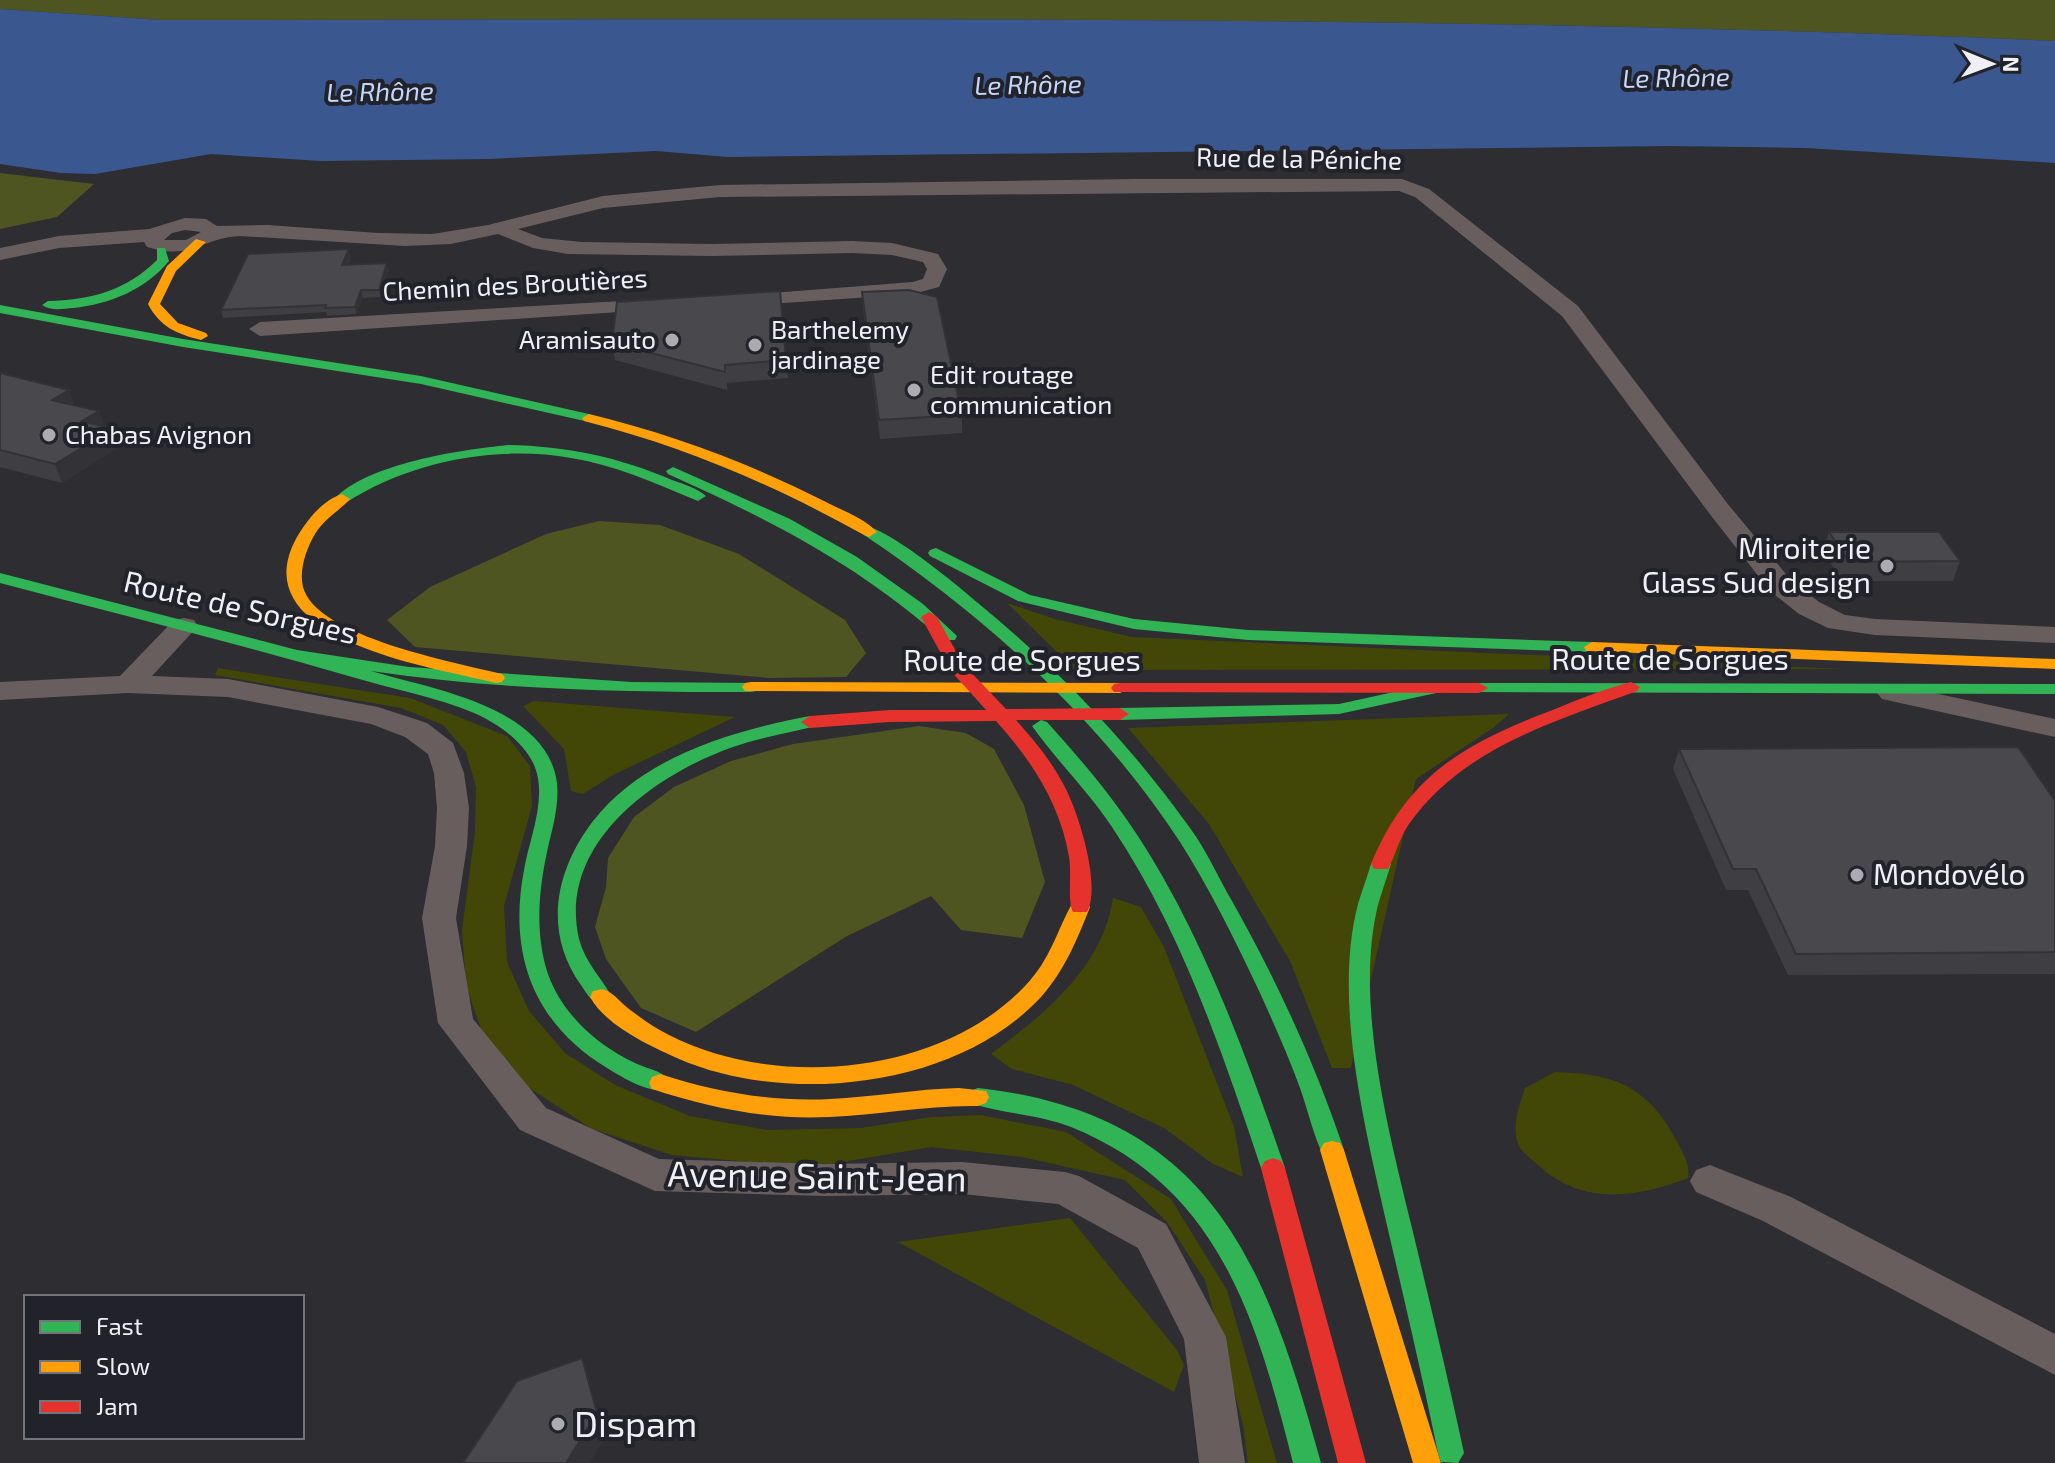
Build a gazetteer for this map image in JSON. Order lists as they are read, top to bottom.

--

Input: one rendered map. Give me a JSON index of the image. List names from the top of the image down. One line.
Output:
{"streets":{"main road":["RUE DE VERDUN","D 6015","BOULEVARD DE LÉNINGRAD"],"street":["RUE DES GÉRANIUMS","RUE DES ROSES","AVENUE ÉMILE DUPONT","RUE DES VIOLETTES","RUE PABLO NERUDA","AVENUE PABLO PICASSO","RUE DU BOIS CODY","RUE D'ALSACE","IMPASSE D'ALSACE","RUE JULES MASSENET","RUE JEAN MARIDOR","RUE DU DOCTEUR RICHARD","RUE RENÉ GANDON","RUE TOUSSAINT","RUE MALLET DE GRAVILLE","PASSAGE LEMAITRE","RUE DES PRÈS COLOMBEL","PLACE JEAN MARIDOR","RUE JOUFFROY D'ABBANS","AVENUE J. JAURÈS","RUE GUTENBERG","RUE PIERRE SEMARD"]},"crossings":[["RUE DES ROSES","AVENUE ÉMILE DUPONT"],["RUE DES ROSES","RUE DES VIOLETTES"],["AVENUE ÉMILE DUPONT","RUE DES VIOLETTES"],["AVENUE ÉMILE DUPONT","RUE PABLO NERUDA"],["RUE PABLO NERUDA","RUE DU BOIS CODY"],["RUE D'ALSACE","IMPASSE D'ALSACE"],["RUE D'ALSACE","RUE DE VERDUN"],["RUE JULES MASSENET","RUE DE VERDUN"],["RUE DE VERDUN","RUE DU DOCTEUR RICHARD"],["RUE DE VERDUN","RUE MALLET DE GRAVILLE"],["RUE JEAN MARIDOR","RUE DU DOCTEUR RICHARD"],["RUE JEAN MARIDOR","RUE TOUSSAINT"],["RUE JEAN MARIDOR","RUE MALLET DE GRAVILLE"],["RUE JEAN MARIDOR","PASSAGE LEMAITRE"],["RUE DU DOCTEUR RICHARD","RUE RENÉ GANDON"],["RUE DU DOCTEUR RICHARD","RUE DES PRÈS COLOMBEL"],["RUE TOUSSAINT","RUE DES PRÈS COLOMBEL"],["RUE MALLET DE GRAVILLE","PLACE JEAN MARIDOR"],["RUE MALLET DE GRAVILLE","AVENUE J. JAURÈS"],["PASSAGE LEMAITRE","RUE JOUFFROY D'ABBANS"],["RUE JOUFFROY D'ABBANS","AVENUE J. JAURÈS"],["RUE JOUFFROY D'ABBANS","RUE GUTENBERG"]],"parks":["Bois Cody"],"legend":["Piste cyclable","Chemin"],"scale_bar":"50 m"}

WORK INSTRUCTIONS: Working through the entries above, copy every line in which "image" is found.

YOUR RESPONSE:
Build a gazetteer for this map image in JSON. Order lists as they are read, top to bottom.
Input: one rendered map. Give me a JSON index of the image. List names from the top of the image down. One line.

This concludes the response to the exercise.